The Conversation: Dawn Clements
Vernissage / Sunday February 6, 2011 /4 to 8 pm
Piazza dei Caprettari, 70 – int. 22
James Barron Art is pleased to announce Dawn Clements as the first recipient of The Conversation, an artist residency in Rome that will culminate in a salon exhibition of the work created during her Rome tenure.
Dawn Clements works in various media on paper. The works range in size from a sheet of typing paper to drawings that span sixty-five feet. A work may begin on a single sheet of paper and expand across two entire walls. Clements often draws on a small table which necessitates folding the artwork, over and again, until the many folds become an embodiment of the temporal process.
Clements is concerned with the retinal image before the mind interprets it, but also its evolution through time, space and light. Random dialogues (from radio or TV or bits of conversation) find themselves in her drawings, like surrealist footnotes. Before arriving at its final conceptual stage, her work tilts toward folk art, decorative art, illustration or advertising.
Sometimes, Clements stitches together a set from a movie (such as from The Titanic, 1953), freeze-framing while she draws, exposing a set that is never fully visible in any one shot of the movie. Her work draws from film melodrama, TV soap operas, domestic interiors and panoramas that move between interiors and exteriors in a seamless flow.

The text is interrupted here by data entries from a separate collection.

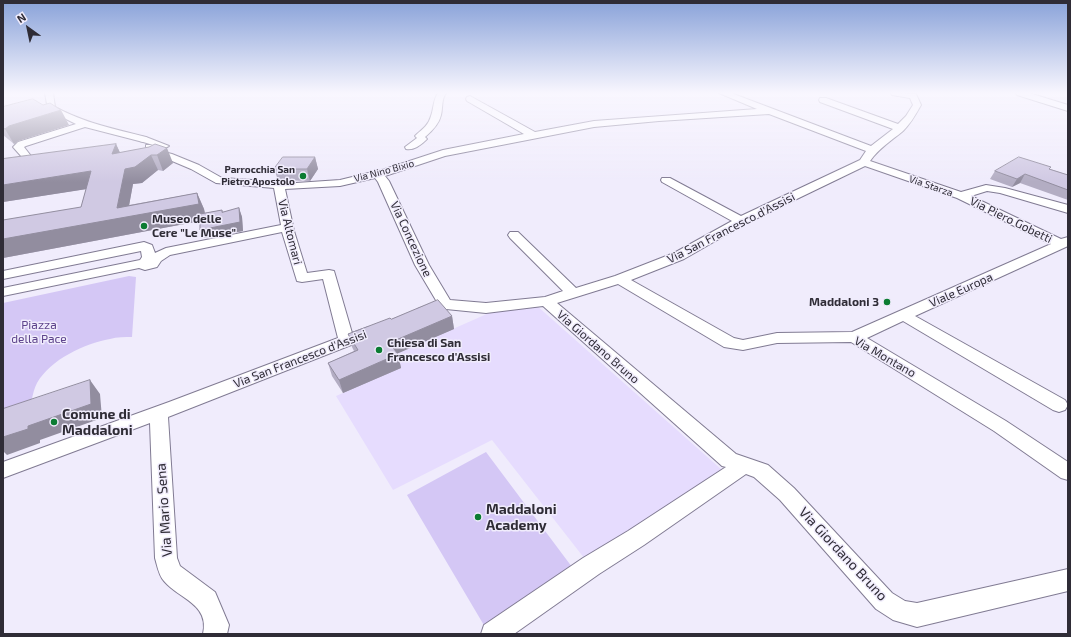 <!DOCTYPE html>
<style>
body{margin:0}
#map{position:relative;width:1071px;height:637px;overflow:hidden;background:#f0ecfc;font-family:"Exo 2",sans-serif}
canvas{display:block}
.frame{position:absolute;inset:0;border:4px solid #2f2c36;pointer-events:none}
.north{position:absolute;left:8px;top:8px;width:40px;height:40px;-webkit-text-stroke:3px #f0ecfc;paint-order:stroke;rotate:327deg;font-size:11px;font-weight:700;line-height:16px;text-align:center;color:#2f2c36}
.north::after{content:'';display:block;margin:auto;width:14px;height:18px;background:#2f2c36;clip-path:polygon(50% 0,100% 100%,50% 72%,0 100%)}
</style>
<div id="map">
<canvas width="1071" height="637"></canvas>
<div class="frame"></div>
<div class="north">N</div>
</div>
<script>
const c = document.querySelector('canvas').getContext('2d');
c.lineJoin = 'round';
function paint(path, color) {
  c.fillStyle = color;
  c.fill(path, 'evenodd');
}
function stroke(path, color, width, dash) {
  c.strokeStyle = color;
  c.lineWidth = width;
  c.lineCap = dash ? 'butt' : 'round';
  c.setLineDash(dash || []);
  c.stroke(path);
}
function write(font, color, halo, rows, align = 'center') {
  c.font = font + ' "Exo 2",sans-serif';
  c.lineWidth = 3;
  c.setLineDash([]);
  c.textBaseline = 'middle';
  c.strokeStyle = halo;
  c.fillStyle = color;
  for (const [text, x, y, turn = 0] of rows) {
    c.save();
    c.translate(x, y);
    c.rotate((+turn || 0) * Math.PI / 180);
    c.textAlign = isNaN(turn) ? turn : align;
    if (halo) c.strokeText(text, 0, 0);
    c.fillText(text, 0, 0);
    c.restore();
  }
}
paint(new Path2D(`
 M536,305l186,165 -134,93 -96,-123 -99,50 -57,-94 64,-28 -8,-12 97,-43 13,-5z`), '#e6dcfe');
paint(new Path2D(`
 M129,276l7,1 -4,60c-7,0 -15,0 -22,2 -26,5 -59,20 -73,44 -5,10 -6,22 -8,34l-26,8v-122z
 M486,452l86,115 -87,60 -78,-132z`), '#d4c7f5');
const pedestrian = new Path2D(`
 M140,137h6l23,9 -4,2 -19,1v-4h7l-13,-4z`);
const minor = new Path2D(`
 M45,93h8l2,14c29,16 60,22 91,30l2,2 -5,3 -58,-15 -59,19 -2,1 7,9 -6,14h-8l-1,-2 5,-12 -8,-9 5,-5 58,-18 -28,-14z
 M438,93h8c-5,7 -3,14 -5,22 -2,9 -9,16 -16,22l2,2c-5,5 -13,12 -21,10l-1,-2 12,-9 -2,-2 2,-2c6,-5 12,-10 14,-18 3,-8 2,-16 7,-23z
 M719,93h12l140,53 22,-17 -73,-27 -1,-2 1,-2h6l72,26 8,-8 7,-11 -3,-7 -18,-3 -1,-2 25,1 5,11c-5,9 -10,18 -18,26 -12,10 -24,17 -33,30l91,31 25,-7 19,3 63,17v8l-68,-20 -13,-2 -16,5 90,43 7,-2v9l-153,70 150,84 3,5 -3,5 -6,2 -6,-2 -150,-89 -36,17 139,83 62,41v18l-7,-2 -67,-47 -143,-89 -74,1 -34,7 -19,-3 -106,-63 -61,19 179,151 32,11 26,23 98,105 13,8 12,2 151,-34v22l-151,36 -24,-7 -17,-11 -96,-109 -26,-23 -8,-3 -102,71 -45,29 -85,60h-33l3,-9 99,-67 45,-27 98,-64 -4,-1 -179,-160 -57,7 -40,-4 -23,8 -5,-2 -2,-3 2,-3 19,-7 -22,-37 -37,-83 -3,-4 -35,8 -55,3 9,42 13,42 22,-3 5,1 18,62 17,-6 5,1 3,4 -3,4 -206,81 9,141 3,8 35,26 14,33 -2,9h-24c7,-30 -24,-35 -39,-53 -5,-5 -7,-16 -9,-23l-5,-135 -147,55v-16l166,-60 169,-64 -15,-59 -21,3 -5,-1 -15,-49 -112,23 -9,6 -4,6 -12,3 -6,-2 -136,28v-8l137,-28 2,-3 -1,-6 -138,28v-8l141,-29 8,3 3,8 11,-5 115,-23 -7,-37 -58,-5 -25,-14 -26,-11 -18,-4 -1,-2 1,-2 4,-1 21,5 27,11 23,13 74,5 44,-3 45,-11 58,-19 81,-16 -57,-33 -1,-2 1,-2 3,-1 65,36 59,-11 163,-12zM769,114l97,37 -6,9 -119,56 -71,-38h-8l-1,2 1,2 70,39 -58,32 -59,23 -39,12 -58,-56h-8l-2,3 2,3 53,53 -18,6 -59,6 -36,-3 -21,-35 -40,-84 -4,-5 60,-20 149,-29 65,-6zM865,166l92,32 94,46 -199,88 -75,1 -34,7 -9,-2 -103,-58 53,-21 61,-35z
 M1016,93h13l39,12v6l-51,-16z`);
stroke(pedestrian, '#817b93', 2);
stroke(minor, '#817b93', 2);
paint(pedestrian, '#fff');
paint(minor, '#fff');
paint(new Path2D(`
 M3,107l66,18 -51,16 -4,3 -11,-9z
 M116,144l4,9 29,-6 24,16 -10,8 -5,-1 -16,13 -9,1 -4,21 68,-12 7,16 1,4 17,-3 1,2 16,-4 3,9 1,14 -39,7 -4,-8v-9l-197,37 78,-51 5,-18 -83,13v-43z
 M315,157l3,12 -8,12 -32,-1 -4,-11z
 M1050,169l18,6v25l-48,-17 -8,4 -22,-8 5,-8z
 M452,316l2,13 -57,24 1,1 3,14 -58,25 -11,-17 -4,-13 26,-12 -2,-4 -4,-13 43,-15z`), '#b3adc3');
paint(new Path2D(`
 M61,110l8,15 -51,16 -4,3 -9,-15 4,-3z
 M116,144l7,15 -11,-5z
 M167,148l6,15 -10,8 -6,-16z
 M151,155l7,15 -16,13 -9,1 -6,33 70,-24 7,16 2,11 -203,38v-19l114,-31 8,-39z
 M315,157l3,12 -8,12 -3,-12z
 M91,171l9,16 -97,15v-17z
 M1025,174l-5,9 -8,4 5,-8z
 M239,208l3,9 1,14 -39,7 -4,-8z
 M452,316l2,13 -62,27 -3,-13z
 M398,354l3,14 -58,25 -4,-13z
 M90,380l10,14 2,24 -62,22v3l-33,12 -4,-4v-14l25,-11z`), '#928d9f');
const building = new Path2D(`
 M33,99l10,6 7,-2 11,7 -52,16 -4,3 -2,-1v-21z
 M116,144l-4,10 37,-7 6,-3 12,4 -10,7h-6l-16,12 -10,2 -8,39 80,-15 2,11 -196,35v-19l78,-13 10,-36 -88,14v-26z
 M283,157h32l-8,12h-33z
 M1019,157l32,10 -2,2 19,6v15l-43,-16 -8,5 -22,-8z
 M239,208l1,14 -40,8v-16l22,-4v2z
 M438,300l14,16 -63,27 9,11 -59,26 -11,-17 30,-13 -10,-16 42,-16 1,1z
 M90,380l1,24 -63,22v3l-25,8v-28z`);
paint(building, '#d0c9e3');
stroke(building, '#928d9f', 1);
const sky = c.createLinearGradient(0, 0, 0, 182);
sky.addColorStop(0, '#89a2d9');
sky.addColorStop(0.51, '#f8f6fe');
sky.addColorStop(1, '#f8f6fe00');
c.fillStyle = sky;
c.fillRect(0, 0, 1071, 182);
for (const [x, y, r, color] of [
 [303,176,4,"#0b7c32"],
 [144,226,4,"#0b7c32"],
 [887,302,4,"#0b7c32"],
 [379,350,4,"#0b7c32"],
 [54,422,4,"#0b7c32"],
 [478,517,4,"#0b7c32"]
]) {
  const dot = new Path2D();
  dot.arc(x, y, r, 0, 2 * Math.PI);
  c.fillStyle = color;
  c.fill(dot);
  stroke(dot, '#f0ecfc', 1.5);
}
write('bold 10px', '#2f2c36', '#f0ecfc', [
 ["Parrocchia San",295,170],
 ["Pietro Apostolo",295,182]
], 'right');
write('10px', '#2f2c36', '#f0ecfc', [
 ["Via Nino Bixio",384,171,-15],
 ["Via Starza",931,186,19]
]);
write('bold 12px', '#2f2c36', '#f0ecfc', [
 ["Museo delle",152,219],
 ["Cere \"Le Muse\"",152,233],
 ["Maddaloni 3",879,302,"right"],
 ["Chiesa di San",387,343],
 ["Francesco d'Assisi",387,357]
], 'left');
write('12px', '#2f2c36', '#f0ecfc', [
 ["Via Piero Gobetti",1011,220,26],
 ["Via San Francesco d'Assisi",731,228,-27],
 ["Via Altomari",290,232,76],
 ["Via Concezione",411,239,65],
 ["Viale Europa",961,290,-24],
 ["Via Giordano Bruno",598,347,41],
 ["Via Montano",885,357,30],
 ["Via San Francesco d'Assisi",300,359,-21]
]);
write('12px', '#5e448c', '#f0ecfc', [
 ["Piazza",39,325],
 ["della Pace",39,339]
]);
write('bold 14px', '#2f2c36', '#f0ecfc', [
 ["Comune di",62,414],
 ["Maddaloni",62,430],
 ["Maddaloni",486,509],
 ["Academy",486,525]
], 'left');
write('14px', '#2f2c36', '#f0ecfc', [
 ["Via Mario Sena",164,510,-94],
 ["Via Giordano Bruno",843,554,47]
]);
</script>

Dawn Clements’s work was included in the Whitney Biennial, 2010; "Edward Hopper and Contemporary Art,” Kunsthalle Wien, Vienna, 2008; and is included in the permanent collections of the Museum of Modern Art and the Whitney Museum of Art, New York, the Princeton University Art Museum, New Jersey and many important private collections such as the Judith Rothschild Foundation Contemporary Drawings Collection. Clements received her BA from Brown University and an MFA from the State University of New York, Albany. She lives and works in Brooklyn, New York.
The Conversation opens a dialogue between Rome’s past and its present relationship to art, and focuses on the creation of contemporary art. Visual artists are invited for one- to two-month residencies that culminate in a salon-style exhibition of work created during their Rome tenure. Interviews with the artist are part of The Conversation and will be posted on our website, along with images of the artist’s work. The Conversation aims to contribute to Rome’s contemporary art production and add to the city’s artistic dialogue.